| PROBLEM DETAILS |
All lines in the data that hold the word "Przytorowa" need copying.

| RECORDS SHOWN |
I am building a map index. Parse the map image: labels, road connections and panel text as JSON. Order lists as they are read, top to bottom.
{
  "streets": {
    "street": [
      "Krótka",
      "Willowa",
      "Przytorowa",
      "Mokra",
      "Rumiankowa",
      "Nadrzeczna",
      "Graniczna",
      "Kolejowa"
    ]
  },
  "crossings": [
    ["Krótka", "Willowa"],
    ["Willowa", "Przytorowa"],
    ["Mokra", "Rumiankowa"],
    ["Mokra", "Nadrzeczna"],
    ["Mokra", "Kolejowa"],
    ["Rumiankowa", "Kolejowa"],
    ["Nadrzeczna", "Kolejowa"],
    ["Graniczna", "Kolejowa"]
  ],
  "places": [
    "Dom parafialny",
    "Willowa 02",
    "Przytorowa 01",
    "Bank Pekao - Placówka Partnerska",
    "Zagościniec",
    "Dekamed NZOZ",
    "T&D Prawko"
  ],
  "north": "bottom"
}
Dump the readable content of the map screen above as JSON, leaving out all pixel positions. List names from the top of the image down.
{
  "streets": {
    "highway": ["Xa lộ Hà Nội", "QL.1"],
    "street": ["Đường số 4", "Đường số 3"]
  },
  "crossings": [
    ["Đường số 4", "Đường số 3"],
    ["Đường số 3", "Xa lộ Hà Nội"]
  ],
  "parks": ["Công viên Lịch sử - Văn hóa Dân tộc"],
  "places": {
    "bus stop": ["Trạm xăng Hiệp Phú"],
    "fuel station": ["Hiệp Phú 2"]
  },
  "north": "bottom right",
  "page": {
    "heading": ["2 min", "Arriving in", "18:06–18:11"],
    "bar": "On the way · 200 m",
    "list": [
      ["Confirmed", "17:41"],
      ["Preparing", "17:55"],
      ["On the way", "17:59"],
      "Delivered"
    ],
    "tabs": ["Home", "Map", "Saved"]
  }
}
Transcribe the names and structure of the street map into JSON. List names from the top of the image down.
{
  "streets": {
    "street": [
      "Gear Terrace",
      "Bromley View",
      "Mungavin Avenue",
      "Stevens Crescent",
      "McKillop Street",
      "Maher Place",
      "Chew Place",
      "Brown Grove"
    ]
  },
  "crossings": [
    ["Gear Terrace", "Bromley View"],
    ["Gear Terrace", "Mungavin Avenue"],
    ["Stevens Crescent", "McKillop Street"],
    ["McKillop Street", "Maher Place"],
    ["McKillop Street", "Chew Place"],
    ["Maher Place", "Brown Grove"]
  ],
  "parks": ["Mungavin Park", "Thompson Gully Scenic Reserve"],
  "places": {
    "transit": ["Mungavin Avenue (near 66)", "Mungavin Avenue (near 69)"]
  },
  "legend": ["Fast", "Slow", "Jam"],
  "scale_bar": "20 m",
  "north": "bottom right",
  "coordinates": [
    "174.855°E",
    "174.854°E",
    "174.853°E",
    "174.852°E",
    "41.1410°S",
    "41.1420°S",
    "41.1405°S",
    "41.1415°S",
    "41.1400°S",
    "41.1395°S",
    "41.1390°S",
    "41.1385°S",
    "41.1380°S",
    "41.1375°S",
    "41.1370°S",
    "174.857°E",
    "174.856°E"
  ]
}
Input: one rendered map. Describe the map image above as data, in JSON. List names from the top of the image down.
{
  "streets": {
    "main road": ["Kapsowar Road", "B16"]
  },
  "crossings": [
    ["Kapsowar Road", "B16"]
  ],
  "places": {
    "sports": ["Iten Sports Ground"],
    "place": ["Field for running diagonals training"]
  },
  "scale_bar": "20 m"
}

| RESPONSE |
      "Przytorowa",
    ["Willowa", "Przytorowa"],
    "Przytorowa 01",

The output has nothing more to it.